Laughing the doctor said, “Well, at least you haven’t lost your sense of humor. It’s all the better that you arrived here first. The others are still a good distance away; you beat them by a huge margin. With any luck I will know if the other series works out before they get here. And you brought a woman with you. I was going to use my maid for the series two test, but your soldier will work just as well.”
“No.” Max said.
“No? Well, really you came here to kill me. I should just convert you and send you down to Miami to weed out the resistance. I am giving you a chance to live again. Trust me; this is a very merciful gesture on my part. But I am a merciful god. If it works as it is supposed to you will not die. But I suspect it will give me some, well, control, as it were. An access into your mind that will allow me to use you to infect others and bring the living under my command as well as the dead. You get to live and be the living equivalent of what I am to the dead. You’ll probably get the series three formula. Two should work properly; I think I’ll give that to the woman. I work better with men and you seem easy enough to get alone with. Not like your brawny friend, he wouldn’t even give me his name. So for working with me, you get the reward of, well, working with me forever. It is a glorious journey we have ahead of us Max. You, I, and the woman soldier.”
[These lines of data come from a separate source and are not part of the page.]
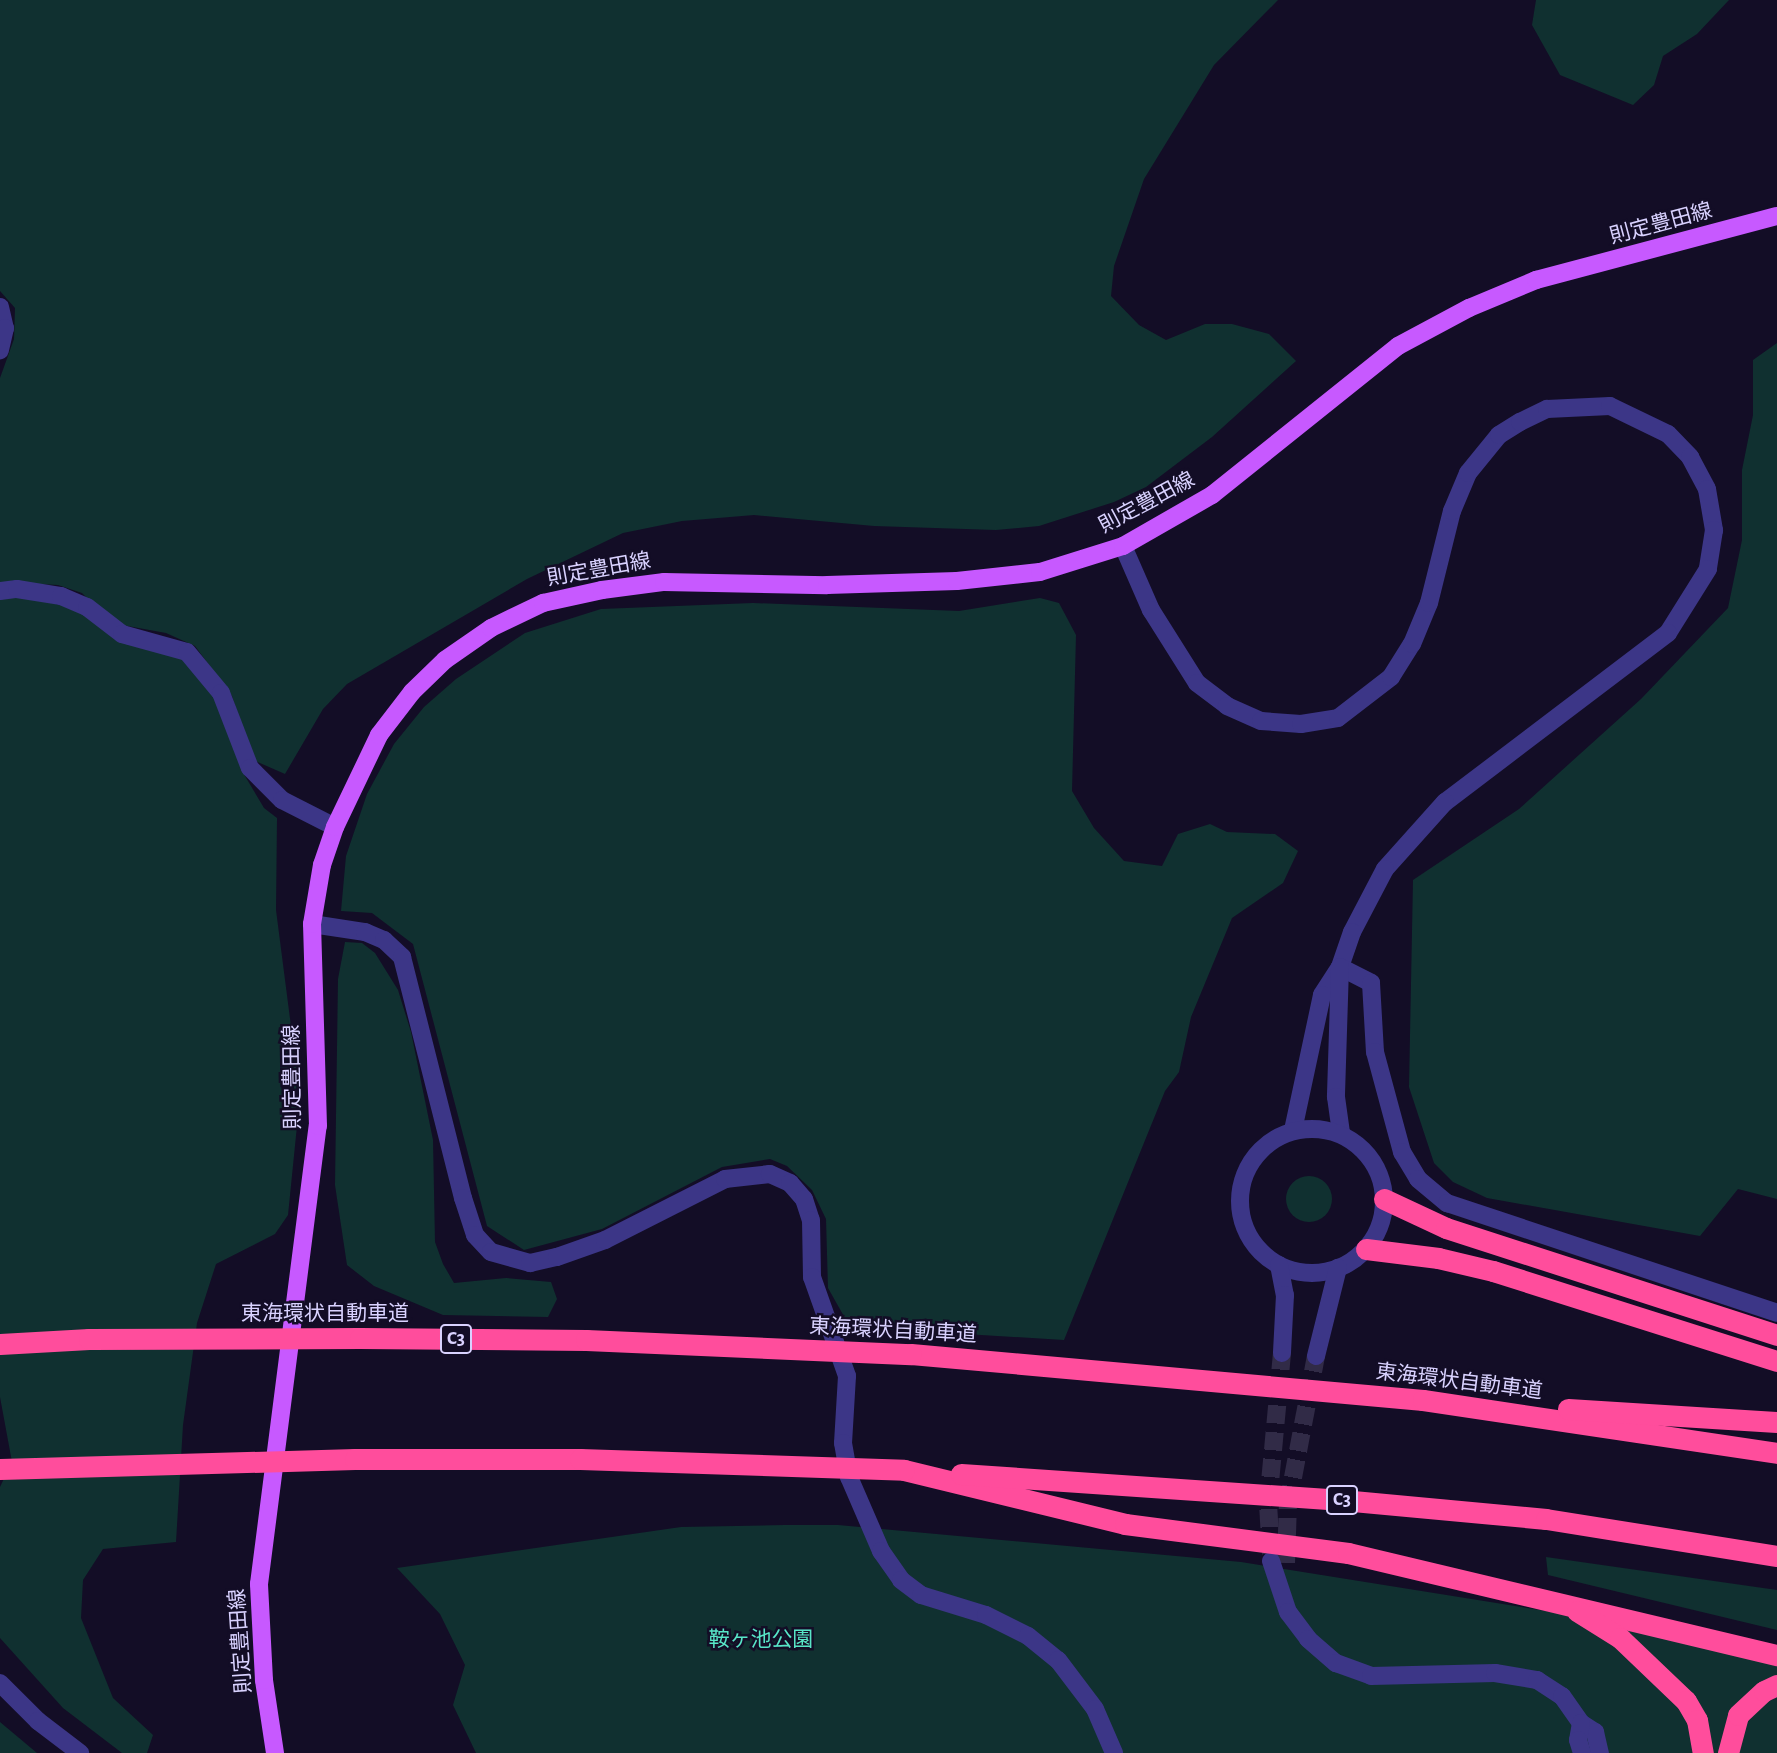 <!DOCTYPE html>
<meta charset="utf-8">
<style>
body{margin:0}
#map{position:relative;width:1777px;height:1753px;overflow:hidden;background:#130d26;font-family:"Alegreya Sans","Noto Sans JP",sans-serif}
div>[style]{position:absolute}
.green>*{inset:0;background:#103030}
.round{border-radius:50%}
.minor-tunnel>*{height:18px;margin-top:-9px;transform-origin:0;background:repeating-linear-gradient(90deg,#312b47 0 18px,transparent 0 27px)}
.minor>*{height:18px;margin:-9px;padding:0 9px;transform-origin:9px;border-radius:9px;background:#3c3687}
.minor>.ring{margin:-9px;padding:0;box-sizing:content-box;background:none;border:18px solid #3c3687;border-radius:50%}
.major>*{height:18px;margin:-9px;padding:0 9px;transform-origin:9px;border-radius:9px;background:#c759ff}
.highway>*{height:21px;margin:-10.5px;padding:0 10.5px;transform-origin:10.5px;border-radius:10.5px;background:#ff4d9c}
.highway-bridge>*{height:21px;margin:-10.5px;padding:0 10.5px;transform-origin:10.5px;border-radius:10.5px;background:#ff4d9c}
span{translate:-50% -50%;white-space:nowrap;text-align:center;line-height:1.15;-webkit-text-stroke:5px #130d26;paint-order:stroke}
.shield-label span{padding:2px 5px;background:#130d26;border:2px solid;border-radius:5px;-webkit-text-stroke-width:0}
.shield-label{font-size:19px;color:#d9d2ff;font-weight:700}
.street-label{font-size:21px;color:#d9d2ff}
.park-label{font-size:21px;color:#58e5c7}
</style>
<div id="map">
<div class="green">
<i style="clip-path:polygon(0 0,1278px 0,1214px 65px,1144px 179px,1114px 266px,1111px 296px,1139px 325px,1166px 340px,1205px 324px,1232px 324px,1269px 334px,1296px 361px,1212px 437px,1146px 487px,1114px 502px,1039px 526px,996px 530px,874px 526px,754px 515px,682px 521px,623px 533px,527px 579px,347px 684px,323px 709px,285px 774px,253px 760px,232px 696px,195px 646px,166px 633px,122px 625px,105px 616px,82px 593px,58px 585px,0 582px,0 378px,14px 339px,15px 308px,0 291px)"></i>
<i style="clip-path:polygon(1536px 0,1729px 0,1697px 34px,1663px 56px,1654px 85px,1633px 105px,1560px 75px,1532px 25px)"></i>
<i style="clip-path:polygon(1777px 343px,1777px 1199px,1738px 1189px,1700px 1236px,1487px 1198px,1453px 1182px,1434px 1163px,1409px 1087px,1413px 880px,1519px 809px,1641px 699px,1728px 608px,1742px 540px,1742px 470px,1753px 415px,1753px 360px)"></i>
<i style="clip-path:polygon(18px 596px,80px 609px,119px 641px,184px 657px,216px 695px,245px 776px,264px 808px,277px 818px,276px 910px,300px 1096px,288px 1215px,275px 1234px,216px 1264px,197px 1323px,183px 1425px,176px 1542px,103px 1549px,83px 1580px,81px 1618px,113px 1698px,153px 1735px,147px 1753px,122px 1753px,63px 1708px,0 1638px,0 1487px,12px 1462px,0 1397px,0 599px)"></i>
<i style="clip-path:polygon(1040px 598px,1059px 603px,1076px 635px,1072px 791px,1094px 828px,1124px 861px,1162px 866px,1178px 834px,1210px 824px,1227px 832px,1275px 834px,1298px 851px,1283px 883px,1232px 918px,1191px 1017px,1179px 1072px,1165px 1091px,1064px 1340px,850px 1327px,828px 1288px,826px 1219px,812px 1190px,787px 1166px,770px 1159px,722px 1167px,602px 1229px,524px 1250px,487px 1226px,413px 944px,372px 913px,341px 911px,346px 856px,367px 794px,394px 744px,424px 707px,456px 679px,525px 633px,601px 609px,753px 603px,959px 611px)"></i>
<i style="clip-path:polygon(345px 942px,362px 943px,375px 953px,398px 990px,411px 1032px,433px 1140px,435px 1242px,443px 1264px,454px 1283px,506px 1278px,551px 1282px,557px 1299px,548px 1317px,443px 1315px,374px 1286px,347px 1265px,335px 1185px,338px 979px)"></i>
<i class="round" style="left:1286px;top:1176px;width:46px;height:46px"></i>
<i style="clip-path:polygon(785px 1525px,838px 1525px,1241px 1562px,1777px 1648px,1777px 1753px,476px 1753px,453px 1705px,465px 1665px,440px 1614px,397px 1568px,681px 1527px)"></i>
<i style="clip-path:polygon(1546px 1557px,1777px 1590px,1777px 1630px,1548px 1575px)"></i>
<i style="clip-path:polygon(0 1722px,37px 1753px,0 1753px)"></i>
</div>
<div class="minor-tunnel">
<i style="left:1271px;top:1554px;width:50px;rotate:-93.4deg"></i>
<i style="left:1268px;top:1504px;width:152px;rotate:-84.7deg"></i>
<i style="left:1286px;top:1563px;width:59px;rotate:-88.1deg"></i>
<i style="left:1288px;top:1504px;width:151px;rotate:-79.3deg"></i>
</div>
<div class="minor">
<i style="left:0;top:307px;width:22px;rotate:77deg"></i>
<i style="left:5px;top:328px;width:23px;rotate:103deg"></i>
<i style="left:1123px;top:546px;width:70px;rotate:66.4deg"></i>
<i style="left:1151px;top:610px;width:86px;rotate:57.8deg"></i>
<i style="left:1197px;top:683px;width:38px;rotate:37deg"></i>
<i style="left:1227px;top:706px;width:37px;rotate:24deg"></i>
<i style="left:1261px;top:721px;width:40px;rotate:4.3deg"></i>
<i style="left:1301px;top:724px;width:37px;rotate:-9deg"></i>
<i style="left:1338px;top:718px;width:67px;rotate:-37.7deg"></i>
<i style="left:1391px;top:677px;width:39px;rotate:-58deg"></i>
<i style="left:1412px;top:644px;width:44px;rotate:-67.5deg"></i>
<i style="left:1429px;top:603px;width:95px;rotate:-76deg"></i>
<i style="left:1452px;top:511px;width:41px;rotate:-67.2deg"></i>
<i style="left:1468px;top:473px;width:49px;rotate:-50.8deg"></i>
<i style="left:1499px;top:435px;width:25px;rotate:-32deg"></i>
<i style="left:1520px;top:422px;width:30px;rotate:-26deg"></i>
<i style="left:1547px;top:409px;width:63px;rotate:-2.7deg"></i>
<i style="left:1610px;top:406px;width:64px;rotate:25.8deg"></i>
<i style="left:1668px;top:434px;width:32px;rotate:46deg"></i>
<i style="left:1690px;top:457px;width:36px;rotate:62deg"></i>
<i style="left:1707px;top:489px;width:42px;rotate:80.3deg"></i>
<i style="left:1714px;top:530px;width:39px;rotate:99deg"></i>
<i style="left:1708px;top:569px;width:75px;rotate:122deg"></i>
<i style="left:1668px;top:633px;width:280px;rotate:142.8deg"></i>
<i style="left:1445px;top:802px;width:90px;rotate:131.8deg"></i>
<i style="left:1385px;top:869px;width:71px;rotate:117.6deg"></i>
<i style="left:1352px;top:932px;width:37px;rotate:109deg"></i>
<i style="left:1340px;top:967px;width:33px;rotate:123deg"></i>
<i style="left:1322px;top:995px;width:138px;rotate:102.1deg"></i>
<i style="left:0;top:591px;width:17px;rotate:-7deg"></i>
<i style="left:17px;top:589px;width:45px;rotate:9deg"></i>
<i style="left:61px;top:596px;width:28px;rotate:23deg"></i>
<i style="left:87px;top:607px;width:44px;rotate:37.6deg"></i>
<i style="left:122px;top:634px;width:67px;rotate:15.5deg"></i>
<i style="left:187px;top:652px;width:53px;rotate:50.3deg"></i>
<i style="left:221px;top:693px;width:80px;rotate:68.9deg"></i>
<i style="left:250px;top:768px;width:45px;rotate:45deg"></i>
<i style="left:282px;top:800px;width:59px;rotate:27deg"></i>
<i style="left:312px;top:924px;width:54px;rotate:8.6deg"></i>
<i style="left:365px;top:932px;width:21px;rotate:23deg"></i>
<i style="left:384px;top:940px;width:25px;rotate:43deg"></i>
<i style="left:402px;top:957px;width:249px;rotate:75.8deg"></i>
<i style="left:463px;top:1198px;width:39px;rotate:72deg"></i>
<i style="left:475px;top:1235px;width:23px;rotate:47deg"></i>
<i style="left:491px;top:1252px;width:41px;rotate:15.8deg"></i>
<i style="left:530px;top:1263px;width:28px;rotate:-13deg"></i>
<i style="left:557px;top:1257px;width:51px;rotate:-19.5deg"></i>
<i style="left:605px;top:1240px;width:135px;rotate:-26.9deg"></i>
<i style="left:725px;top:1179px;width:45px;rotate:-6.3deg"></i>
<i style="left:770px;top:1174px;width:22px;rotate:24deg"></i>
<i style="left:790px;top:1183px;width:21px;rotate:49deg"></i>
<i style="left:804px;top:1199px;width:22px;rotate:72deg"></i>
<i style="left:811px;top:1220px;width:57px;rotate:89deg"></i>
<i style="left:812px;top:1277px;width:105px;rotate:70.5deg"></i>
<i style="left:847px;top:1376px;width:67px;rotate:93.4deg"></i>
<i style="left:843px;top:1443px;width:35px;rotate:80deg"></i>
<i style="left:849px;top:1477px;width:81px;rotate:66.6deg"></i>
<i style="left:881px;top:1551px;width:35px;rotate:55deg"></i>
<i style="left:901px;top:1580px;width:25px;rotate:37deg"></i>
<i style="left:921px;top:1595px;width:68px;rotate:17.1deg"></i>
<i style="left:986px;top:1615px;width:47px;rotate:26.6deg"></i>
<i style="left:1028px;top:1636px;width:38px;rotate:39deg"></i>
<i style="left:1058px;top:1660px;width:61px;rotate:52.9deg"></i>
<i style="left:1095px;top:1709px;width:48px;rotate:66.6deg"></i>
<i style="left:1340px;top:967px;width:35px;rotate:27deg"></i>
<i style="left:1371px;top:983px;width:69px;rotate:86.7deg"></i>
<i style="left:1375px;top:1052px;width:104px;rotate:74.9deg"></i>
<i style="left:1402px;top:1152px;width:31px;rotate:59deg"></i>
<i style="left:1418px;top:1179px;width:38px;rotate:40deg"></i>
<i style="left:1447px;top:1203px;width:348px;rotate:18.4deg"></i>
<i style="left:1340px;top:967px;width:130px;rotate:91.8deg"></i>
<i style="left:1336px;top:1097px;width:37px;rotate:82deg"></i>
<i class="ring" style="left:1240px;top:1129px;width:126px;height:126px"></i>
<i style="left:1279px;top:1265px;width:31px;rotate:79deg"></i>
<i style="left:1285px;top:1295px;width:58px;rotate:93deg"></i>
<i style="left:1316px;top:1356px;width:91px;rotate:-76deg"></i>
<i style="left:1271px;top:1561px;width:54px;rotate:71.6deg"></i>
<i style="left:1288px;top:1612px;width:34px;rotate:53deg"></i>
<i style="left:1308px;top:1639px;width:37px;rotate:41deg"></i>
<i style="left:1336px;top:1663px;width:37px;rotate:20deg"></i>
<i style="left:1371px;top:1676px;width:124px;rotate:-1.4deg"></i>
<i style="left:1495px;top:1673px;width:43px;rotate:9.5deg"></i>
<i style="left:1537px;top:1680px;width:30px;rotate:33deg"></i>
<i style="left:1562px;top:1696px;width:33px;rotate:55deg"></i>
<i style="left:1581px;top:1723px;width:17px;rotate:33deg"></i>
<i style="left:1595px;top:1732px;width:22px;rotate:77deg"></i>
<i style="left:0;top:1683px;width:54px;rotate:45deg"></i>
<i style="left:38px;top:1721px;width:53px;rotate:37.3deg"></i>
<i style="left:1581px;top:1723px;width:17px;rotate:100deg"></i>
<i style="left:1578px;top:1740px;width:14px;rotate:73deg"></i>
</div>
<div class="major">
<i style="left:275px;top:1753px;width:74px;rotate:-98.6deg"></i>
<i style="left:264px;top:1680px;width:96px;rotate:-93deg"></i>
<i style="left:259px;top:1584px;width:462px;rotate:-82.7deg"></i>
<i style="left:318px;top:1126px;width:202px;rotate:-91.7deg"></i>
<i style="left:312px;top:924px;width:60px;rotate:-80.4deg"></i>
<i style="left:322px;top:865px;width:40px;rotate:-71.1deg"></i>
<i style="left:335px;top:827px;width:102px;rotate:-64.4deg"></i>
<i style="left:379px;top:735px;width:54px;rotate:-52.5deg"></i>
<i style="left:412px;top:692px;width:46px;rotate:-44.1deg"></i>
<i style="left:445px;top:660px;width:56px;rotate:-34.8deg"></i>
<i style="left:491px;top:628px;width:58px;rotate:-25.7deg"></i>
<i style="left:543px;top:603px;width:60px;rotate:-12.4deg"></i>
<i style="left:602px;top:590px;width:63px;rotate:-7.4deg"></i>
<i style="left:664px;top:582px;width:163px;rotate:1.1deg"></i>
<i style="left:827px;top:585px;width:130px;rotate:-1.8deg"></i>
<i style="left:957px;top:581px;width:83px;rotate:-6.2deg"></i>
<i style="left:1040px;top:572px;width:87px;rotate:-17.4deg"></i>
<i style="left:1123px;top:546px;width:103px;rotate:-29.8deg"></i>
<i style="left:1212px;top:495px;width:238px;rotate:-38.7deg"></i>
<i style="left:1398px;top:346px;width:81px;rotate:-28.2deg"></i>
<i style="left:1469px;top:308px;width:73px;rotate:-22.7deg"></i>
<i style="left:1536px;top:280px;width:249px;rotate:-14.9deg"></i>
</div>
<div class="highway">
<i style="left:1384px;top:1199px;width:68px;rotate:25.1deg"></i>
<i style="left:1446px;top:1228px;width:348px;rotate:17.9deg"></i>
<i style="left:1366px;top:1249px;width:73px;rotate:7.1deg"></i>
<i style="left:1438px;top:1258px;width:57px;rotate:13.3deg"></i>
<i style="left:1493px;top:1271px;width:298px;rotate:17.6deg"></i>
<i style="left:911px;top:1354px;width:514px;rotate:5.13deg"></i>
<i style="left:1423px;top:1400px;width:358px;rotate:8.5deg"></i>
<i style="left:1568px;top:1409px;width:209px;rotate:3.6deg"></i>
<i style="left:904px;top:1470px;width:228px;rotate:13.7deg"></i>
<i style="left:1125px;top:1524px;width:225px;rotate:7.4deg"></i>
<i style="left:1348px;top:1553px;width:441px;rotate:13.4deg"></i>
<i style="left:961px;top:1474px;width:382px;rotate:3.9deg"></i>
<i style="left:1342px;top:1500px;width:205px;rotate:5.3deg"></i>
<i style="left:1546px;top:1519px;width:234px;rotate:9.1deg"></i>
<i style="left:1577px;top:1611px;width:51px;rotate:32.1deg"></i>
<i style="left:1620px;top:1638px;width:91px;rotate:43.7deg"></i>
<i style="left:1686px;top:1701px;width:22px;rotate:60deg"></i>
<i style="left:1697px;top:1720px;width:34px;rotate:80deg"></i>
<i style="left:1728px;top:1753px;width:39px;rotate:-75deg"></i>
<i style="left:1738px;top:1715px;width:35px;rotate:-43deg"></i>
<i style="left:1764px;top:1691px;width:14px;rotate:-25deg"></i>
</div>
<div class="highway-bridge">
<i style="left:0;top:1344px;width:89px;rotate:-3.2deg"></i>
<i style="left:89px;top:1339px;width:271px;rotate:-0.2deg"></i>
<i style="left:360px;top:1338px;width:226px;rotate:0.5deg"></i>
<i style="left:586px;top:1340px;width:325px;rotate:2.5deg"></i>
<i style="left:0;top:1469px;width:355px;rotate:-1.6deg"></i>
<i style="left:355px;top:1459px;width:225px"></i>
<i style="left:580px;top:1459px;width:324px;rotate:1.9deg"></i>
</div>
<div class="shield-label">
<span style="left:456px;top:1339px">C3</span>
<span style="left:1342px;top:1500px">C3</span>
</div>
<div class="street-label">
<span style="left:1661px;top:224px;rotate:-15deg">則定豊田線</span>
<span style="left:1147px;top:503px;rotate:-28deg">則定豊田線</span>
<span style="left:599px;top:570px;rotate:-10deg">則定豊田線</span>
<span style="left:293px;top:1077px;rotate:-91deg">則定豊田線</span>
<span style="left:325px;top:1314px">東海環状自動車道</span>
<span style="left:893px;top:1331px;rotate:3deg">東海環状自動車道</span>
<span style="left:1459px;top:1382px;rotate:7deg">東海環状自動車道</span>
<span style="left:241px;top:1641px;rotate:-94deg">則定豊田線</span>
</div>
<div class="park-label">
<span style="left:761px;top:1640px">鞍ヶ池公園</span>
</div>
</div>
“You haven’t spoken to her yet?” Max asked.
“Not yet. You’re my second stop, she’ll be the last one.”
‘I didn’t see Ruben at the wreck. Did the old coot die in the crash?’ Max wondered.
Out loud he said, “Well, the ‘woman soldier’ is a little cantankerous, I doubt she will be as co-operative as I am.” To himself Max thought, ‘Stewart will do something, she’ll figure out a way to stop him.’
“So I saw at the crash site. Don’t worry, I can be very persuasive.”
“Why not just use me and see if this, uh, series three, works okay and skip her altogether?”